- Your goal: Would you reproduce, word for word, only the lines running from the top of the data through the line containing "height:5px; margin:-2.5px; padding:0", and none of the pictures?

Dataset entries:

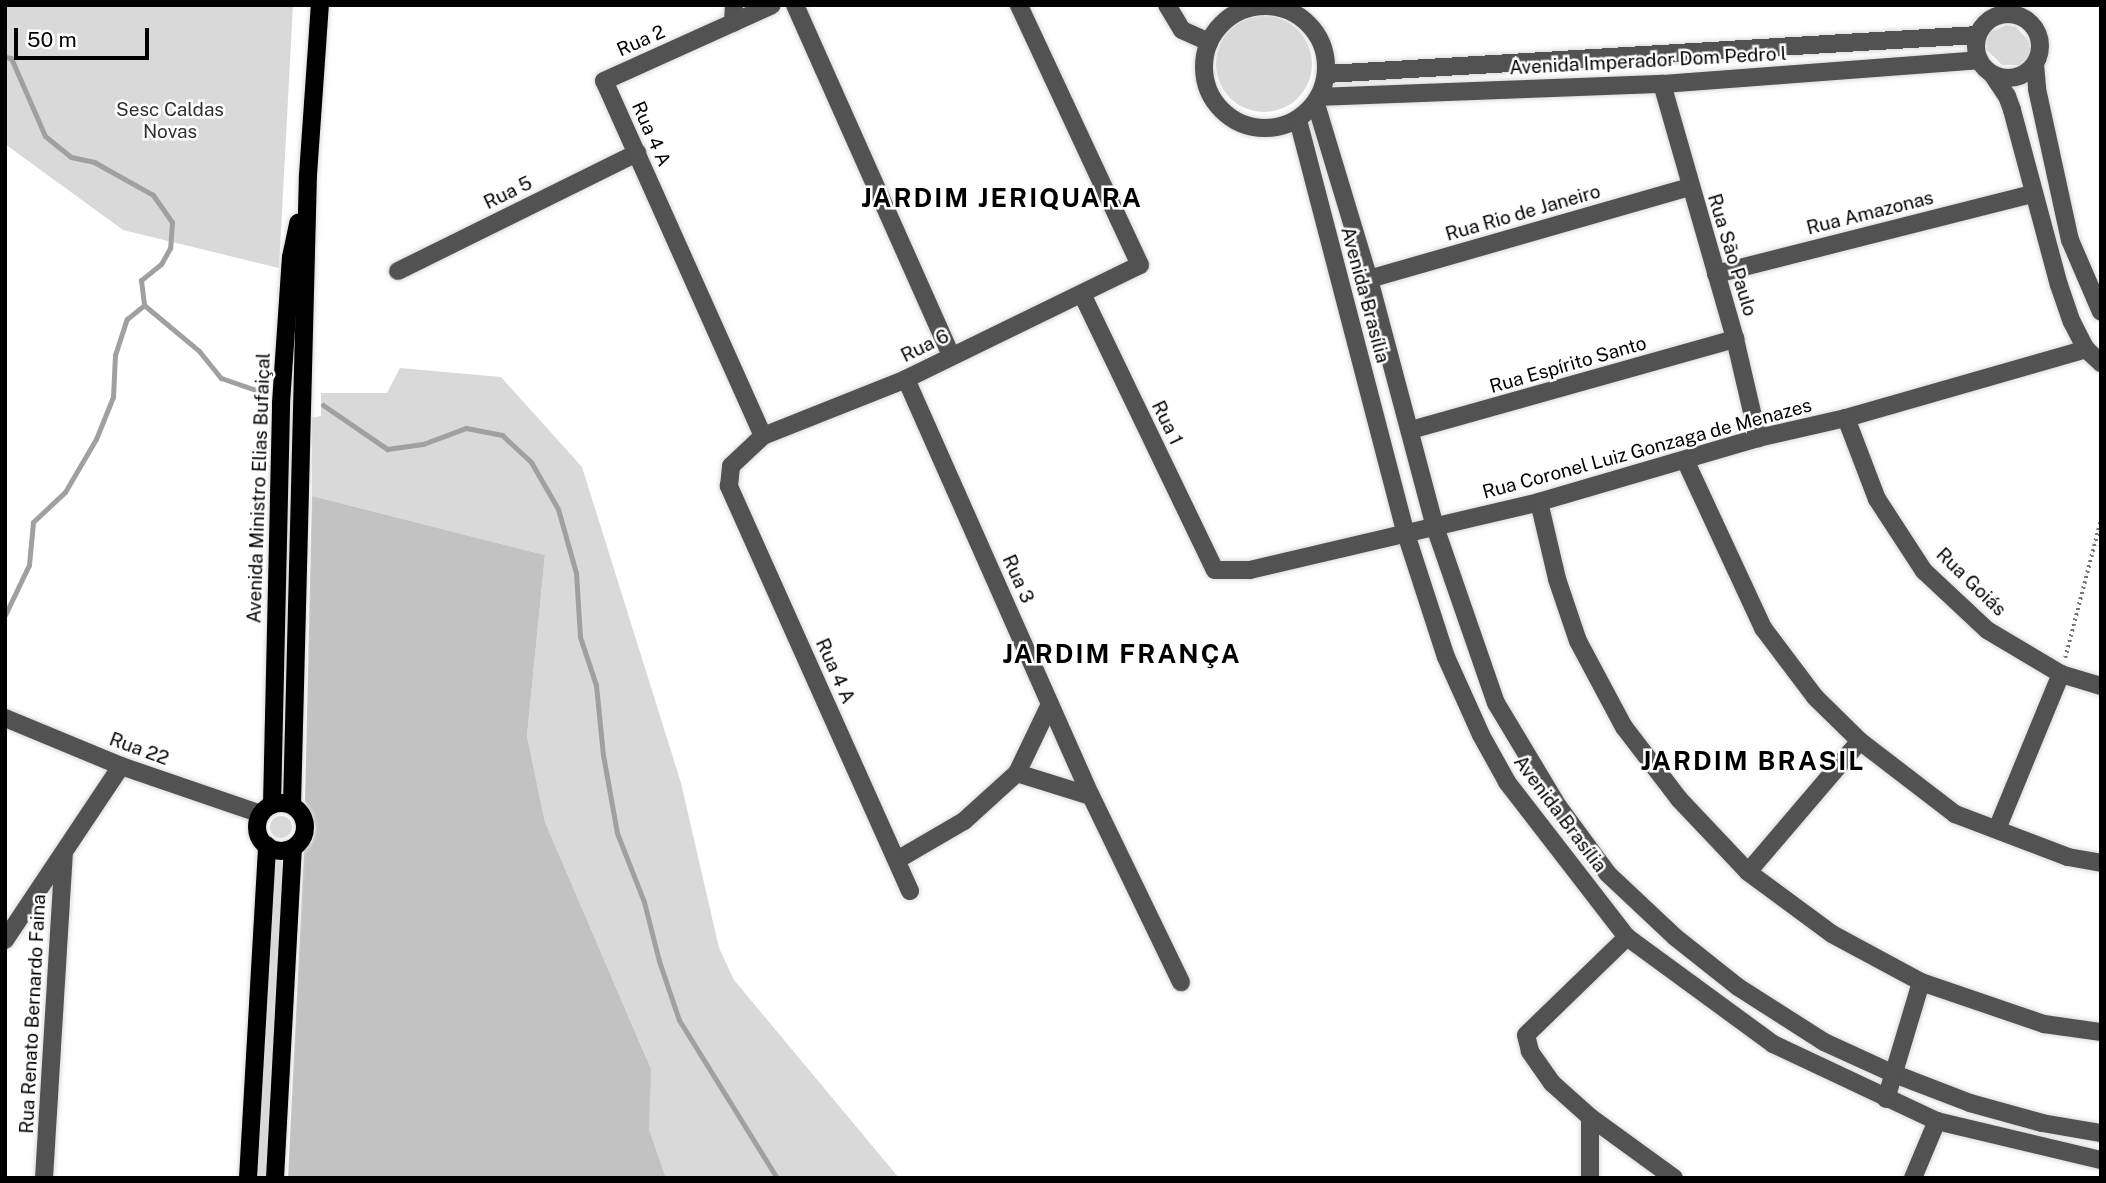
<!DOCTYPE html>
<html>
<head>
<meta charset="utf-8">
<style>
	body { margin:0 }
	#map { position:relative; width:2106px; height:1183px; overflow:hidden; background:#fff; font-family:"Public Sans",sans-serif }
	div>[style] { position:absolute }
	.green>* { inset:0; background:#d9d9d9 }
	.round { border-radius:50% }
	.stream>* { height:5px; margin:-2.5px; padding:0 2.5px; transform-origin:2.5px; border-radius:2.5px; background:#a0a0a0 }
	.building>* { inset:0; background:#c2c2c2 }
	.path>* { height:3.5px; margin-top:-1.75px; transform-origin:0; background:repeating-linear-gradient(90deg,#747474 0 2px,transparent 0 5.5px) }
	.roads { filter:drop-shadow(0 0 2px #dbdbdb) drop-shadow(0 0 2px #dbdbdb) }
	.minor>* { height:18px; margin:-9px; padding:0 9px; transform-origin:9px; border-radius:9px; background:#525252 }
	.minor>.ring { margin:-9px; padding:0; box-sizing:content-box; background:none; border:18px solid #525252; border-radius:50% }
	.major>* { height:18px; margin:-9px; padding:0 9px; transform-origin:9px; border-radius:9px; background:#000 }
	.major>.ring { margin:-9px; padding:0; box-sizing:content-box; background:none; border:18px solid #000; border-radius:50% }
	span { translate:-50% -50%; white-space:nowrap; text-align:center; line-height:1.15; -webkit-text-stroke:5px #fff; paint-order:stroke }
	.street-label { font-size:19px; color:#000 }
	.park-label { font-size:19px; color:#303030 }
	.district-label { font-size:26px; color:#000; font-weight:700; letter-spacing:2px }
	.frame { position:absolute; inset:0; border:7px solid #000; pointer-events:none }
	.scale { position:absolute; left:14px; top:28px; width:135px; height:32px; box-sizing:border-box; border:4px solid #000; border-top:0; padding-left:9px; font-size:21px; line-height:24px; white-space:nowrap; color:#000; -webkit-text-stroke:5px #fff; paint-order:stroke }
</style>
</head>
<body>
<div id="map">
	<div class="green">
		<div style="clip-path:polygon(5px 5px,293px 5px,279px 268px,123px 230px,5px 144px)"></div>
		<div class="round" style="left:1216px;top:16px;width:96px;height:96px"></div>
		<div style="clip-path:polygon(2007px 25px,2016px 27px,2028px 40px,2031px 50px,2028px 60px,2021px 65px,2002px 65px,1987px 50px,1986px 40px,1989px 32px)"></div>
		<div style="clip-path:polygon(400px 368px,501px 377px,582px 467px,681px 783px,719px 948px,734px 980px,899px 1178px,666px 1178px,649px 1129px,646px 1057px,545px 822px,527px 736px,545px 555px,312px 496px,312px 418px,321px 416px,321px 393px,387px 393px)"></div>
		<div class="round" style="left:270px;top:816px;width:22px;height:22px"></div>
		<div style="clip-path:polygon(279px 858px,283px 864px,266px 1178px,256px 1178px,275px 860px)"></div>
	</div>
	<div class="stream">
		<div style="left:5px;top:57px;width:6px;rotate:9deg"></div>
		<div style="left:11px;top:58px;width:85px;rotate:66.4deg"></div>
		<div style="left:45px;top:136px;width:33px;rotate:39deg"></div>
		<div style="left:71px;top:157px;width:24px;rotate:12deg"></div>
		<div style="left:94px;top:162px;width:68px;rotate:29.2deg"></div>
		<div style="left:153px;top:195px;width:33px;rotate:55deg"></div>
		<div style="left:172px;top:222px;width:26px;rotate:94deg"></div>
		<div style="left:170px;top:248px;width:18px;rotate:119deg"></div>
		<div style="left:161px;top:264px;width:26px;rotate:141deg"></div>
		<div style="left:141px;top:280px;width:25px;rotate:83deg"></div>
		<div style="left:144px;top:305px;width:72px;rotate:39.9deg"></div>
		<div style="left:199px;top:351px;width:35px;rotate:51deg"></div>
		<div style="left:221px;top:378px;width:39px;rotate:19deg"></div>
		<div style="left:323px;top:405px;width:78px;rotate:34.5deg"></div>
		<div style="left:387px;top:449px;width:36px;rotate:-8deg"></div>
		<div style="left:423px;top:444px;width:46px;rotate:-20.4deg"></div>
		<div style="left:466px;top:428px;width:37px;rotate:11deg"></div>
		<div style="left:502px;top:435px;width:40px;rotate:43deg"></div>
		<div style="left:531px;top:462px;width:54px;rotate:60.1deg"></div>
		<div style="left:558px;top:509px;width:66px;rotate:74.3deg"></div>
		<div style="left:576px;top:573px;width:64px;rotate:86.4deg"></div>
		<div style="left:580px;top:637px;width:51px;rotate:71.6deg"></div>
		<div style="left:596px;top:685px;width:70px;rotate:84.3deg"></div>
		<div style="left:603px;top:755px;width:79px;rotate:79.8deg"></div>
		<div style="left:617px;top:833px;width:74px;rotate:68.6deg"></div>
		<div style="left:644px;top:902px;width:61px;rotate:75.7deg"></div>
		<div style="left:659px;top:961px;width:62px;rotate:71.3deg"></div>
		<div style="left:679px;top:1020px;width:186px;rotate:58.2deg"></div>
		<div style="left:5px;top:615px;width:55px;rotate:-64.4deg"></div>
		<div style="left:29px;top:565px;width:43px;rotate:-84.7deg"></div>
		<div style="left:33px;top:522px;width:44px;rotate:-43.2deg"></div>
		<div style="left:65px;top:492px;width:61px;rotate:-59.7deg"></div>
		<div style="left:96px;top:439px;width:45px;rotate:-68deg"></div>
		<div style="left:113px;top:397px;width:42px;rotate:-87.3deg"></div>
		<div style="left:115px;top:355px;width:38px;rotate:-72deg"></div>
		<div style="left:127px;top:319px;width:22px;rotate:-39deg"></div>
	</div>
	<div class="building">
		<div style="clip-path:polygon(312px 496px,545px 555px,527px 736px,545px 822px,651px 1069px,649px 1129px,666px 1178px,288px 1178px,304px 852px,312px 842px,316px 828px,305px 801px)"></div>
	</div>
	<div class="path">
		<div style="left:2065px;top:658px;width:144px;rotate:-75.5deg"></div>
	</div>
	<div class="roads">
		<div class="minor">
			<div style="left:795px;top:5px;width:384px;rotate:66deg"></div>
			<div style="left:1167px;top:5px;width:29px;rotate:59deg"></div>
			<div style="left:1182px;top:30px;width:30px;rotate:24deg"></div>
			<div class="ring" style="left:1204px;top:6px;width:104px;height:104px"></div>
			<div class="ring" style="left:1976px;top:14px;width:46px;height:46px"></div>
			<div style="left:733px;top:23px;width:18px;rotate:-87deg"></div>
			<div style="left:2035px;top:64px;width:25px;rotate:85deg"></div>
			<div style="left:2037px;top:89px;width:155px;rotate:77.7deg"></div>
			<div style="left:2070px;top:240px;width:78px;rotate:66.7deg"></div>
			<div style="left:1327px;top:74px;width:651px;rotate:-3.43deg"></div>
			<div style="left:1992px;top:74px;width:27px;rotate:56deg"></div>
			<div style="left:2007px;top:96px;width:15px;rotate:70deg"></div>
			<div style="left:2012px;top:110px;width:181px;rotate:75deg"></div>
			<div style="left:2059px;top:285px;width:39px;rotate:71deg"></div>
			<div style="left:2072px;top:322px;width:30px;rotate:63deg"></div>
			<div style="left:2086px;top:349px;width:21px;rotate:43deg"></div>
			<div style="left:1662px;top:84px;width:265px;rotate:74deg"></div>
			<div style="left:1735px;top:339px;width:102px;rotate:76.9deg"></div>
			<div style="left:1319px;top:97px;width:343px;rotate:-2.2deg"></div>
			<div style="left:1662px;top:84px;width:318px;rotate:-4.3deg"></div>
			<div style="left:1316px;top:104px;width:183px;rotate:73.2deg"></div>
			<div style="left:1369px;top:279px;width:257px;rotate:75.1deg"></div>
			<div style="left:1435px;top:527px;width:186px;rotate:70.9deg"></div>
			<div style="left:1496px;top:703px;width:120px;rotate:59deg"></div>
			<div style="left:1558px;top:806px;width:84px;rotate:53.7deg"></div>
			<div style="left:1608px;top:874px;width:92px;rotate:43.2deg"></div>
			<div style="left:1675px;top:937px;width:80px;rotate:38.4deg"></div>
			<div style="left:1738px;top:987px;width:102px;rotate:32.6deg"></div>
			<div style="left:1824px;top:1042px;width:75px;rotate:24.5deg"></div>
			<div style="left:1892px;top:1073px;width:84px;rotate:21deg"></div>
			<div style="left:1970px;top:1103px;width:75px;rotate:15.5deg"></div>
			<div style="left:2042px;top:1123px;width:60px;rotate:9.6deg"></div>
			<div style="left:1298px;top:120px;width:428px;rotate:75.4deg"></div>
			<div style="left:1406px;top:534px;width:129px;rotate:72deg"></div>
			<div style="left:1446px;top:657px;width:85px;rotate:65.8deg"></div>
			<div style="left:1481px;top:735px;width:54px;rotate:61deg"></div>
			<div style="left:1507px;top:782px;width:196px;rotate:52.3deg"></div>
			<div style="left:1627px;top:937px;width:181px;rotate:36.2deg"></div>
			<div style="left:1773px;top:1044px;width:181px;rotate:25.2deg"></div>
			<div style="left:1937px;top:1121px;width:169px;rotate:13.4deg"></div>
			<div style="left:398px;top:271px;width:267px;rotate:-26.3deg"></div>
			<div style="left:1716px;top:274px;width:327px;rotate:-14.2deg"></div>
			<div style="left:1369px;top:279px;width:333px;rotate:-16deg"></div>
			<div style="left:1082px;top:294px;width:306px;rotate:64.3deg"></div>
			<div style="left:1215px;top:570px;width:35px"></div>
			<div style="left:1250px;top:570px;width:297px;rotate:-13.2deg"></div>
			<div style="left:1539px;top:502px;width:228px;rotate:-16.3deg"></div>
			<div style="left:1758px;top:438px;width:90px;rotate:-12.8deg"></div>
			<div style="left:1846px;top:418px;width:250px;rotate:-16deg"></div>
			<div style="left:906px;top:379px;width:456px;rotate:66.1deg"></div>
			<div style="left:1091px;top:796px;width:207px;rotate:64.2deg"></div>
			<div style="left:1846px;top:418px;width:87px;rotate:69.1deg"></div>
			<div style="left:1877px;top:499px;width:86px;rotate:56.9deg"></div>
			<div style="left:1924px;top:571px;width:86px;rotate:43.1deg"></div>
			<div style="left:1987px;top:630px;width:86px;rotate:30.7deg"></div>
			<div style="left:2061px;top:674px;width:42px;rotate:16.7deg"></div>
			<div style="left:1411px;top:430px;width:337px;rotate:-15.7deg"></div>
			<div style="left:763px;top:436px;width:389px;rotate:-114.1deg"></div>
			<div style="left:604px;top:81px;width:184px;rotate:-24.3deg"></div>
			<div style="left:1686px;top:462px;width:183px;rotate:65.1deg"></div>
			<div style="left:1763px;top:628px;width:86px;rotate:53deg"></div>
			<div style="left:1815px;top:697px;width:63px;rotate:44.4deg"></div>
			<div style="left:1860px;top:741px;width:120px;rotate:37.5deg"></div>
			<div style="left:1955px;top:814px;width:121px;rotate:20.8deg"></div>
			<div style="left:2068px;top:857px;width:34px;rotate:10deg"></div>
			<div style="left:1539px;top:502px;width:79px;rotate:76.8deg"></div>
			<div style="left:1557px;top:579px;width:65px;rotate:71.3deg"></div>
			<div style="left:1578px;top:641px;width:98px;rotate:61.9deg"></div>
			<div style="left:1624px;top:727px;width:91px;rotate:52.6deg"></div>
			<div style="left:1679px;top:799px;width:100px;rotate:46.6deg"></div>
			<div style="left:1748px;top:872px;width:104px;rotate:36.4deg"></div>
			<div style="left:1832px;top:934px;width:101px;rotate:28.3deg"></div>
			<div style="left:1921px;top:982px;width:130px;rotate:18.9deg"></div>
			<div style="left:2044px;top:1024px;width:58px;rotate:8deg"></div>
			<div style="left:5px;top:718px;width:126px;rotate:22.5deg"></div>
			<div style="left:121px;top:766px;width:148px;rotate:18.9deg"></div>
			<div style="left:1017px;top:773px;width:77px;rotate:17.3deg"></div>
			<div style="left:1997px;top:829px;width:168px;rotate:-67.6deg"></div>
			<div style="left:897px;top:860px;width:78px;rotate:-30.2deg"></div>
			<div style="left:964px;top:821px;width:72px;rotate:-42.2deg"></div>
			<div style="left:1017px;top:773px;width:76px;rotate:-64.4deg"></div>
			<div style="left:1748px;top:872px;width:172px;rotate:-49.5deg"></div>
			<div style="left:910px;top:891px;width:444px;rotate:-114.1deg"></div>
			<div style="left:729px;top:486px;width:20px;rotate:-84deg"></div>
			<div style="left:731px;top:466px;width:44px;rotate:-43.2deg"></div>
			<div style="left:763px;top:436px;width:154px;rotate:-21.7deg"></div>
			<div style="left:906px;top:379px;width:260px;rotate:-26deg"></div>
			<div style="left:1140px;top:265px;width:287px;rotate:-115deg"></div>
			<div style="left:5px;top:940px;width:209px;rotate:-56.3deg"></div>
			<div style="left:1886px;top:1099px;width:122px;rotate:-73.3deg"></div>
			<div style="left:1590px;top:1117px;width:104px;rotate:36deg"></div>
			<div style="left:44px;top:1178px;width:326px;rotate:-86.5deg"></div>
			<div style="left:1590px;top:1178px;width:61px;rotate:-90deg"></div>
			<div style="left:1590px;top:1117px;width:51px;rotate:-138.2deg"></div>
			<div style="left:1552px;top:1083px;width:39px;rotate:-125deg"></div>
			<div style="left:1530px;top:1051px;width:16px;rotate:-104deg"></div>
			<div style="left:1526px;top:1035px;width:141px;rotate:-44.1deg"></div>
			<div style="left:1913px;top:1178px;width:62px;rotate:-67.2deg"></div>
		</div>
		<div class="major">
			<div class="ring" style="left:257px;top:803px;width:30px;height:30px"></div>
			<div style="left:272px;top:805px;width:402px;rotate:-88.7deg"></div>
			<div style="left:281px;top:403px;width:146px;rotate:-86.1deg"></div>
			<div style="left:291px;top:257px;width:35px;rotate:-78deg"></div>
			<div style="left:292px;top:805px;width:630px;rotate:-88.55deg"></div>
			<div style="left:308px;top:175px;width:170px;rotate:-86deg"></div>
			<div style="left:248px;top:1178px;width:333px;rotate:-86.7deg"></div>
			<div style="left:275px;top:1178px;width:330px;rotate:-86.9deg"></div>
		</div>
	</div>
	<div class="street-label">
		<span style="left:641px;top:41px;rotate:-24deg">Rua 2</span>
		<span style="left:1648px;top:61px;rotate:-3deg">Avenida Imperador Dom Pedro l</span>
		<span style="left:651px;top:134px;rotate:66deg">Rua 4 A</span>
		<span style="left:508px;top:193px;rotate:-26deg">Rua 5</span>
		<span style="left:1523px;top:213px;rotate:-16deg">Rua Rio de Janeiro</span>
		<span style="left:1870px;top:213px;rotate:-14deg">Rua Amazonas</span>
		<span style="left:1732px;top:255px;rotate:73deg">Rua São Paulo</span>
		<span style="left:1365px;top:295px;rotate:75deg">Avenida Brasília</span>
		<span style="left:925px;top:346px;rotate:-26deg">Rua 6</span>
		<span style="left:1568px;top:365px;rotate:-16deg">Rua Espírito Santo</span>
		<span style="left:1167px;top:423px;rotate:64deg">Rua 1</span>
		<span style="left:1647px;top:449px;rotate:-15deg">Rua Coronel Luiz Gonzaga de Menazes</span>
		<span style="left:259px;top:488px;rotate:-88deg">Avenida Ministro Elias Bufaiçal</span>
		<span style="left:1018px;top:579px;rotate:66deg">Rua 3</span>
		<span style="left:1971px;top:582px;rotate:44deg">Rua Goiás</span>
		<span style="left:835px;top:671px;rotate:66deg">Rua 4 A</span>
		<span style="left:139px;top:749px;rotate:20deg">Rua 22</span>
		<span style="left:1560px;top:814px;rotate:53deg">Avenida Brasília</span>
		<span style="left:33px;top:1014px;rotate:-87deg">Rua Renato Bernardo Faina</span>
	</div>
	<div class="park-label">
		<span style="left:170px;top:121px">Sesc Caldas<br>Novas</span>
	</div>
	<div class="district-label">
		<span style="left:1002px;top:198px">JARDIM JERIQUARA</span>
		<span style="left:1122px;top:654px">JARDIM FRANÇA</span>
		<span style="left:1753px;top:761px">JARDIM BRASIL</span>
	</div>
	<div class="frame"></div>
	<div class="scale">50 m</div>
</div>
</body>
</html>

- Result of this exercise:
<!DOCTYPE html>
<html>
<head>
<meta charset="utf-8">
<style>
	body { margin:0 }
	#map { position:relative; width:2106px; height:1183px; overflow:hidden; background:#fff; font-family:"Public Sans",sans-serif }
	div>[style] { position:absolute }
	.green>* { inset:0; background:#d9d9d9 }
	.round { border-radius:50% }
	.stream>* { height:5px; margin:-2.5px; padding:0 2.5px; transform-origin:2.5px; border-radius:2.5px; background:#a0a0a0 }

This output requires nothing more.